The Ledger: AT&T Blamed for Cryptocurrency Hacks, 'Game of Thrones' Meets Crypto, Barry Silbert Talks Bitcoin

Last week was blockchain week in New York, and on Wednesday I was at the Consensus conference to moderate a couple of panels, one of which was titled “Policing the Blockchain: Protecting Investors and Consumers.”

It was an exciting discussion for me, because one of the panelists, Michael Terpin, had been the victim of a SIM-swapping, or phone-number porting attack, in which thieves took control of his phone and email accounts and used their access to pillage some $24 million of Terpin’s cryptocurrency. I’d written a magazine feature for Fortune on the trend back in 2017, and it is now so common that several investors were hacked while attending last year’s Consensus conference; when I polled the audience at my panel, at least two people in the crowd admitted to having experienced a similar attack.

When I covered the issue almost two years ago, catching the culprits seemed rather hopeless, given the scant attention these cases were getting from law enforcement.
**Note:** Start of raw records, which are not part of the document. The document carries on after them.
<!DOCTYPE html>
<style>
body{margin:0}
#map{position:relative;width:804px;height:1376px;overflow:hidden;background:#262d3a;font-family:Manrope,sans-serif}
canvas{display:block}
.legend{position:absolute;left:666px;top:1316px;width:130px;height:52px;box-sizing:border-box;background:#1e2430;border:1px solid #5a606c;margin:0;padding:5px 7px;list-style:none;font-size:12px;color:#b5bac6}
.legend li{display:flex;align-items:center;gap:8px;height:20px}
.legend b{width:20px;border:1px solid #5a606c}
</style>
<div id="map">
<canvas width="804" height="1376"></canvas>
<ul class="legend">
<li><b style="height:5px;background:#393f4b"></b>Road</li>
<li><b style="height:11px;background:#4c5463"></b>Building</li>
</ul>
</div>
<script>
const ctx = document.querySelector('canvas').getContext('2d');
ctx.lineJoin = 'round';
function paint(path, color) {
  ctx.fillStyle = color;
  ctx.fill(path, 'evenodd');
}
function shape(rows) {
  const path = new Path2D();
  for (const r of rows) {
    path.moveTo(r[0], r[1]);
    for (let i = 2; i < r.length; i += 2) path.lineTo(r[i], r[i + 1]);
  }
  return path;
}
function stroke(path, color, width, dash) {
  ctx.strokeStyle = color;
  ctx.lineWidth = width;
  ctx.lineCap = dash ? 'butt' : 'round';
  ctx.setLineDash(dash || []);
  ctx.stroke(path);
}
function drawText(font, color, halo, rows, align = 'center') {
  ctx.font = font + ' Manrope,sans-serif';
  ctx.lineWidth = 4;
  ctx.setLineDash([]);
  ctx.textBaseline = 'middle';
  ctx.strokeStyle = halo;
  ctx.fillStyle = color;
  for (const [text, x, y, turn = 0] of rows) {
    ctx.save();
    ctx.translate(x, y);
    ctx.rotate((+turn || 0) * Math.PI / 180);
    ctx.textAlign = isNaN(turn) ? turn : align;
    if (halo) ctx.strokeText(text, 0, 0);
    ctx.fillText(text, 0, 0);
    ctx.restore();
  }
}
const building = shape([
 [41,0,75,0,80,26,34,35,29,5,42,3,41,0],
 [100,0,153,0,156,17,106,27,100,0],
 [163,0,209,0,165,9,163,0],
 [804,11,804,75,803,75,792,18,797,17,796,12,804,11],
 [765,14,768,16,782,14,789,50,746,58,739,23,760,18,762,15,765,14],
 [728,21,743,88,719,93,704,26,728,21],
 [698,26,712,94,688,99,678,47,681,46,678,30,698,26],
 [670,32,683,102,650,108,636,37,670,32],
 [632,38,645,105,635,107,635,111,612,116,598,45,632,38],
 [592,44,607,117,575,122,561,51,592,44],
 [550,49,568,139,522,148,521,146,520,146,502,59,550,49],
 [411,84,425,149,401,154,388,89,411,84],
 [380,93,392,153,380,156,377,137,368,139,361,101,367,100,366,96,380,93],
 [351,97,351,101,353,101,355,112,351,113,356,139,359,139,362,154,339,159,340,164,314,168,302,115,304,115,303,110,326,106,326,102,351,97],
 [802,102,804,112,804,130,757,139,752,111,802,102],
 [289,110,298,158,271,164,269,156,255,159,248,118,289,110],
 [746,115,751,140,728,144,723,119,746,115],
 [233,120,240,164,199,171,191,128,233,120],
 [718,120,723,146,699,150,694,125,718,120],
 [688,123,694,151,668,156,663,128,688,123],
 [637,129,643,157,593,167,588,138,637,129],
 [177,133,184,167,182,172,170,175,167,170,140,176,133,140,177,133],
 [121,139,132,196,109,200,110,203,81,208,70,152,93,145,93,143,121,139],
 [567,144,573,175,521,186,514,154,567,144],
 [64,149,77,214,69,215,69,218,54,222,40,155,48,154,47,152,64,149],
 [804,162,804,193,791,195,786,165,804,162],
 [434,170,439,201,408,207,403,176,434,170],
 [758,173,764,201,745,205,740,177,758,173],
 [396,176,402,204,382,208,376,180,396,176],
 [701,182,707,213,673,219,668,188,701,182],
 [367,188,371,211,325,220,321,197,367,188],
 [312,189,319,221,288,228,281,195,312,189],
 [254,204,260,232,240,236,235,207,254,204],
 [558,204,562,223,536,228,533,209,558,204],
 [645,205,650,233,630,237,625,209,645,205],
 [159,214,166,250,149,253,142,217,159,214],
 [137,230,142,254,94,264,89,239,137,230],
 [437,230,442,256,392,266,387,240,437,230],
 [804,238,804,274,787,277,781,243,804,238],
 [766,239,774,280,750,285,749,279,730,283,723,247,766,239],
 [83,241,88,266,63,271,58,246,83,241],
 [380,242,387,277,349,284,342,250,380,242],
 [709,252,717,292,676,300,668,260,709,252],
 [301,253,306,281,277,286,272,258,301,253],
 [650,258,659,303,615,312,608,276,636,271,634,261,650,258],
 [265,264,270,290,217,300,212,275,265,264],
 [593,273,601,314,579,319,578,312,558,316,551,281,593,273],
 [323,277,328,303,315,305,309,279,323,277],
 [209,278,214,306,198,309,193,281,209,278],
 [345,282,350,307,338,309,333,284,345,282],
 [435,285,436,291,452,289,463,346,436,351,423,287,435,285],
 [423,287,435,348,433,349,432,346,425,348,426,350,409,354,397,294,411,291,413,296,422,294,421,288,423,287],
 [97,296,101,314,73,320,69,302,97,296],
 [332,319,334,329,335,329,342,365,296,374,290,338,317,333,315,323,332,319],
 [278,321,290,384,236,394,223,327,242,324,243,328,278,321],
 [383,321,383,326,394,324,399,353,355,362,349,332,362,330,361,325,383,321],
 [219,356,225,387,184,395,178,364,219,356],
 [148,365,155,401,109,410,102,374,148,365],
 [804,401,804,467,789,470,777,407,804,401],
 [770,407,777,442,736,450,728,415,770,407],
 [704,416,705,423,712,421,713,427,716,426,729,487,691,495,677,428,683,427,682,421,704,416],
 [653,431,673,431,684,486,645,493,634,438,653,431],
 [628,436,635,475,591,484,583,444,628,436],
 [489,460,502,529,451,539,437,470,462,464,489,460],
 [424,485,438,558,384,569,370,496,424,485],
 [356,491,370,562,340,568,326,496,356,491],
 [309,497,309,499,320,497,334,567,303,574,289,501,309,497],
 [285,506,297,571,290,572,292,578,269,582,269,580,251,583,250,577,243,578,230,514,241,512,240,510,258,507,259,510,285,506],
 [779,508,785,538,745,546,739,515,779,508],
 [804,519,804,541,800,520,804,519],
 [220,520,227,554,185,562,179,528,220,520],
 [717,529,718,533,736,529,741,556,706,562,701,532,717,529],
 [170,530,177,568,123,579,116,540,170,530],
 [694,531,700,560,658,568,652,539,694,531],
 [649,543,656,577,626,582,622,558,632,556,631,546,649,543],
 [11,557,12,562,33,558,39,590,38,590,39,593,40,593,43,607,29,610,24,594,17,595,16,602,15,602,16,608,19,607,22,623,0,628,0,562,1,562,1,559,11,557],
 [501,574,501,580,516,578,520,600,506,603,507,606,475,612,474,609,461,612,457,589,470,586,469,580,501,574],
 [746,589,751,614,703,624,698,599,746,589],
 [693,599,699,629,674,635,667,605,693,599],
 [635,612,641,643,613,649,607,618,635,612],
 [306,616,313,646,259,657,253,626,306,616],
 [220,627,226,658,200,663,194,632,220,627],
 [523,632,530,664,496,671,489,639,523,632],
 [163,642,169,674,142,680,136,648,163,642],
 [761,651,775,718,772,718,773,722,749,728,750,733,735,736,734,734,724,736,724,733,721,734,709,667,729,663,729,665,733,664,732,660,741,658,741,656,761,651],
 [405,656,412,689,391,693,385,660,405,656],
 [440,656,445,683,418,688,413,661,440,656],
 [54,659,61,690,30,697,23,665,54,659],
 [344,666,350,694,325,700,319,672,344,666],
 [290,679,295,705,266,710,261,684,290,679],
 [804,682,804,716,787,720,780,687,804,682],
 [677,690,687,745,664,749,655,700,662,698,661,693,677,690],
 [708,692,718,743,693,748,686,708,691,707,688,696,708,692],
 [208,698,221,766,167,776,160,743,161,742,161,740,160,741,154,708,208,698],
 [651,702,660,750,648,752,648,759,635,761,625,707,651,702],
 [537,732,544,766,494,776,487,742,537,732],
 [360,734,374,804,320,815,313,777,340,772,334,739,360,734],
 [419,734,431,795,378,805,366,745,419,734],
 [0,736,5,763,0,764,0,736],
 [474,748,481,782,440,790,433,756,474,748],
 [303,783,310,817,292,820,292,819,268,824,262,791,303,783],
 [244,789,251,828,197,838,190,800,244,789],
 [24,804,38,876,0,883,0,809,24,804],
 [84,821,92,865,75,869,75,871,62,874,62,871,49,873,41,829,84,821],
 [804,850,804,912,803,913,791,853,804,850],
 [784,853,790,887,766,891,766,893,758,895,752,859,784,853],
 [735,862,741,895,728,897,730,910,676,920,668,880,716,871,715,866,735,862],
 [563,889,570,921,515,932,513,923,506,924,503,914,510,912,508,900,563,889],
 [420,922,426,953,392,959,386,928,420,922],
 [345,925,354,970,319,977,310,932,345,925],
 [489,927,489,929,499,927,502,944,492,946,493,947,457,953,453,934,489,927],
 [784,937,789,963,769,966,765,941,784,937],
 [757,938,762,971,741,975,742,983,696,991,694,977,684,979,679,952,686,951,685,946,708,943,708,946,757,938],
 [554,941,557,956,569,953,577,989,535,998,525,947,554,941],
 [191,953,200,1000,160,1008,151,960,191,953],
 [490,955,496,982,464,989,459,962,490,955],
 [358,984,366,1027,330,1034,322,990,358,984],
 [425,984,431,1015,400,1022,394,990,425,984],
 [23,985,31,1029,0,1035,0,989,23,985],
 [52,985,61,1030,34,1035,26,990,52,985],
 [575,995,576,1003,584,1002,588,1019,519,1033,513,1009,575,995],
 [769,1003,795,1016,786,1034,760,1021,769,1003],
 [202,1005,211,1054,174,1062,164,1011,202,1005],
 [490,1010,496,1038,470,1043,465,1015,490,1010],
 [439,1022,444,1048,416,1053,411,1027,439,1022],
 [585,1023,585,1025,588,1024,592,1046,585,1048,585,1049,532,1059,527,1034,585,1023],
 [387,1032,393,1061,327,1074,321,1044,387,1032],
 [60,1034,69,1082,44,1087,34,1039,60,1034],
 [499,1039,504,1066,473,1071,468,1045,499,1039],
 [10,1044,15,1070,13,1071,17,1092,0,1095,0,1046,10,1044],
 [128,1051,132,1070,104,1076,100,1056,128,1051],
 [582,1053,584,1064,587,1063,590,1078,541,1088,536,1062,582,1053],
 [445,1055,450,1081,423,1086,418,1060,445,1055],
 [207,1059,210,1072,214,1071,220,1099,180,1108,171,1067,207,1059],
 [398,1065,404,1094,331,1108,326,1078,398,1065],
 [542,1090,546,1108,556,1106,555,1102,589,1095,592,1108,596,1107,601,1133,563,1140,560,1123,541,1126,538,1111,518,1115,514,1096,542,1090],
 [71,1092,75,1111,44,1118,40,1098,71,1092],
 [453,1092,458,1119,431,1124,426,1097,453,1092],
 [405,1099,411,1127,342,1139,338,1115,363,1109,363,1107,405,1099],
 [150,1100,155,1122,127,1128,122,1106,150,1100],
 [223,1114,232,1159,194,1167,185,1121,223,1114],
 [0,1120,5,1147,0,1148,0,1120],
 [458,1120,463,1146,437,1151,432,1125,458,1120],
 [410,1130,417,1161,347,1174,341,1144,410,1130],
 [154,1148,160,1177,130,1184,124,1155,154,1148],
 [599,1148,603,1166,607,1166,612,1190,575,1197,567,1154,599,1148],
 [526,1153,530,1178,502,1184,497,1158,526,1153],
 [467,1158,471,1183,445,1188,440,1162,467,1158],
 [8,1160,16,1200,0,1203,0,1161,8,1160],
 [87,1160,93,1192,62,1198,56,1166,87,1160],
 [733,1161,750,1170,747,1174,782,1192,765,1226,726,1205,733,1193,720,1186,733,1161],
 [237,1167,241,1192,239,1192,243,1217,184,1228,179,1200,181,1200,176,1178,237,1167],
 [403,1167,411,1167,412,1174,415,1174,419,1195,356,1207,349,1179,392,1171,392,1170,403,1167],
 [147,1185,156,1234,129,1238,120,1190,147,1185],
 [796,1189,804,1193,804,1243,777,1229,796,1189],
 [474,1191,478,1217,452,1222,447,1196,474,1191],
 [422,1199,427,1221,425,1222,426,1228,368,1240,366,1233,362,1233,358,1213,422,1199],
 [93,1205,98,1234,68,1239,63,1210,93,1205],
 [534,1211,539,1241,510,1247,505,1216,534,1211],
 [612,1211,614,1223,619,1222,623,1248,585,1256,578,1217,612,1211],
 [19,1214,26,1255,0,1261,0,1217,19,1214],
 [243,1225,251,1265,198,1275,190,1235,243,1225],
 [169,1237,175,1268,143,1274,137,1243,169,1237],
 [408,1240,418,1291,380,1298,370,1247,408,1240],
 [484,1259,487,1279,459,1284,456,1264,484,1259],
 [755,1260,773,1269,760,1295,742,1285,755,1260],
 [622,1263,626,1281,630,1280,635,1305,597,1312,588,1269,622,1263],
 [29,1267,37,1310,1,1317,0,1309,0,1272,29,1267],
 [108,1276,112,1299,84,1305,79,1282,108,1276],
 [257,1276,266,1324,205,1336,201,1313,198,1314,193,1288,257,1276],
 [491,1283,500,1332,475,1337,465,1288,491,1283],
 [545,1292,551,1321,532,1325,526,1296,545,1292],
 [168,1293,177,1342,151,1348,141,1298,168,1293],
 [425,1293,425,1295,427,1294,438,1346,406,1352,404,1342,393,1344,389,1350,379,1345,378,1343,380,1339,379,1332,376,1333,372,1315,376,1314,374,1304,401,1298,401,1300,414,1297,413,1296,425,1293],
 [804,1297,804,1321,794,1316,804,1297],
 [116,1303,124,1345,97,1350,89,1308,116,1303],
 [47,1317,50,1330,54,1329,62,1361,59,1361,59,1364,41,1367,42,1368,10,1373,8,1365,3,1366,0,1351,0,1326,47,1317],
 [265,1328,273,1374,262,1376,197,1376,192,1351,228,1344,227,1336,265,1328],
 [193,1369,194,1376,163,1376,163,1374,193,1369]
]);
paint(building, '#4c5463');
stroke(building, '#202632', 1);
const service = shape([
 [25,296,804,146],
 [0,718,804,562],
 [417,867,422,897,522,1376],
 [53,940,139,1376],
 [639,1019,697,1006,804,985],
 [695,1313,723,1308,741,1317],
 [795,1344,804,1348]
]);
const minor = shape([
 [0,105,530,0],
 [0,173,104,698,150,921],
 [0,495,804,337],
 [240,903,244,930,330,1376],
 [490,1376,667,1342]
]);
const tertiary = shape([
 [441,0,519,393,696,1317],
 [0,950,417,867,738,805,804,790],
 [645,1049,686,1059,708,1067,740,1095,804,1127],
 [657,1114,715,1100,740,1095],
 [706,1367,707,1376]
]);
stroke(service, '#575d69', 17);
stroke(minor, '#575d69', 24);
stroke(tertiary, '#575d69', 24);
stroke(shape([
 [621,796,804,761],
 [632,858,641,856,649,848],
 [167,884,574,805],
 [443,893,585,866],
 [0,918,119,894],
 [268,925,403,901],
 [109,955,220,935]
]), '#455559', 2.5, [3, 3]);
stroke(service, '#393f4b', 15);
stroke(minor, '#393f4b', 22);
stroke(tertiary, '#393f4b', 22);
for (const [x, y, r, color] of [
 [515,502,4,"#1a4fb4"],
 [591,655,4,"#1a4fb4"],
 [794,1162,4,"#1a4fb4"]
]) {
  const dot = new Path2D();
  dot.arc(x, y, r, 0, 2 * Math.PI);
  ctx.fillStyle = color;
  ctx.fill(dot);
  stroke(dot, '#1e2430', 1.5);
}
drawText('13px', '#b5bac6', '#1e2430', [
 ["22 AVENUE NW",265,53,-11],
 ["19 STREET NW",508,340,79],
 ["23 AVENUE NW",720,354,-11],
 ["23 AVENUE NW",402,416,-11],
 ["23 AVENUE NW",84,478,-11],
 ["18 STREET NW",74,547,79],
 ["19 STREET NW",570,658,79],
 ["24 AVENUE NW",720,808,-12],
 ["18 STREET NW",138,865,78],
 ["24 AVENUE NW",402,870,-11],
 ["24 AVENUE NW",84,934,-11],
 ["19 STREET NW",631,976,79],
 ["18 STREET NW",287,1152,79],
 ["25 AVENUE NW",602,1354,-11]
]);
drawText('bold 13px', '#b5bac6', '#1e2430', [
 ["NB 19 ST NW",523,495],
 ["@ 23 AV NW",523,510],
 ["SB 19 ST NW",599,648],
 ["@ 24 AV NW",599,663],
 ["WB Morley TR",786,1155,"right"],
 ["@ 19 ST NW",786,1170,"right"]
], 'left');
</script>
But in Terpin’s case, investigators in California managed to track down at least one of the thieves, who has since pleaded guilty to stealing the crypto—and last week, days before our panel, a court awarded Terpin nearly $76 million in damages.

Finally, it seems, there is justice for victims of crypto theft.

But throughout the discussion another disturbing pattern emerged. Terpin’s investigation had led him to AT&T, his cellphone carrier at the time who he is now suing in federal court. (AT&T ranks No. 9 on this year’s Fortune 500 list, which we just released last week.) Terpin, who runs a blockchain-focused PR firm, alleges that the attackers took control of his phone by convincing an AT&T store employee to switch his phone number to a new device despite not knowing his pin code. Often, Terpin said on the panel, attackers will bribe AT&T employees with $100 to override the pin requirement; more than 40 phone hacks track back to one employee in a store in Tucson, Arizona, he claimed.

An AT&T spokesperson told the New York Post last month that “Mr. Terpin is wrong, and we have asked the court to dismiss his complaint.”

But David Silver, a lawyer who specializes in going after cryptocurrency fraud, also sat on the panel. And not only was Silver a victim of the same type of attack when he, like Terpin, used AT&T for his cellphone carrier, but the lawyer is now representing more than 30 other clients who are suing AT&T for the attacks they suffered themselves. (While he is also pursuing similar cases against Verizon, T-Mobile and Sprint, there are far fewer in number, Silver said.)

While the hackers have gotten more sophisticated, Silver said, “for lack of a better term—hell, I’m on camera—AT&T is working with them.”

AT&T is “the absolute weak link,” added Terpin, who is now advocating for regulations that would put more security in place to prevent carriers from so easily handing over or bypassing customers’ pin numbers.

“Michael and I will both tell you, AT&T’s security isn’t worth the money you pay for it,” said Silver.

Their advice: “If you have an AT&T account, switch it over immediately to anybody else,” Terpin suggested. He recommends using Google Fi or T-Mobile instead.

For now, Silver is arguing his cases in arbitration with AT&T, and according to him, the cellphone carrier is claiming that its terms of service shield it from liability in all such cryptocurrency thefts.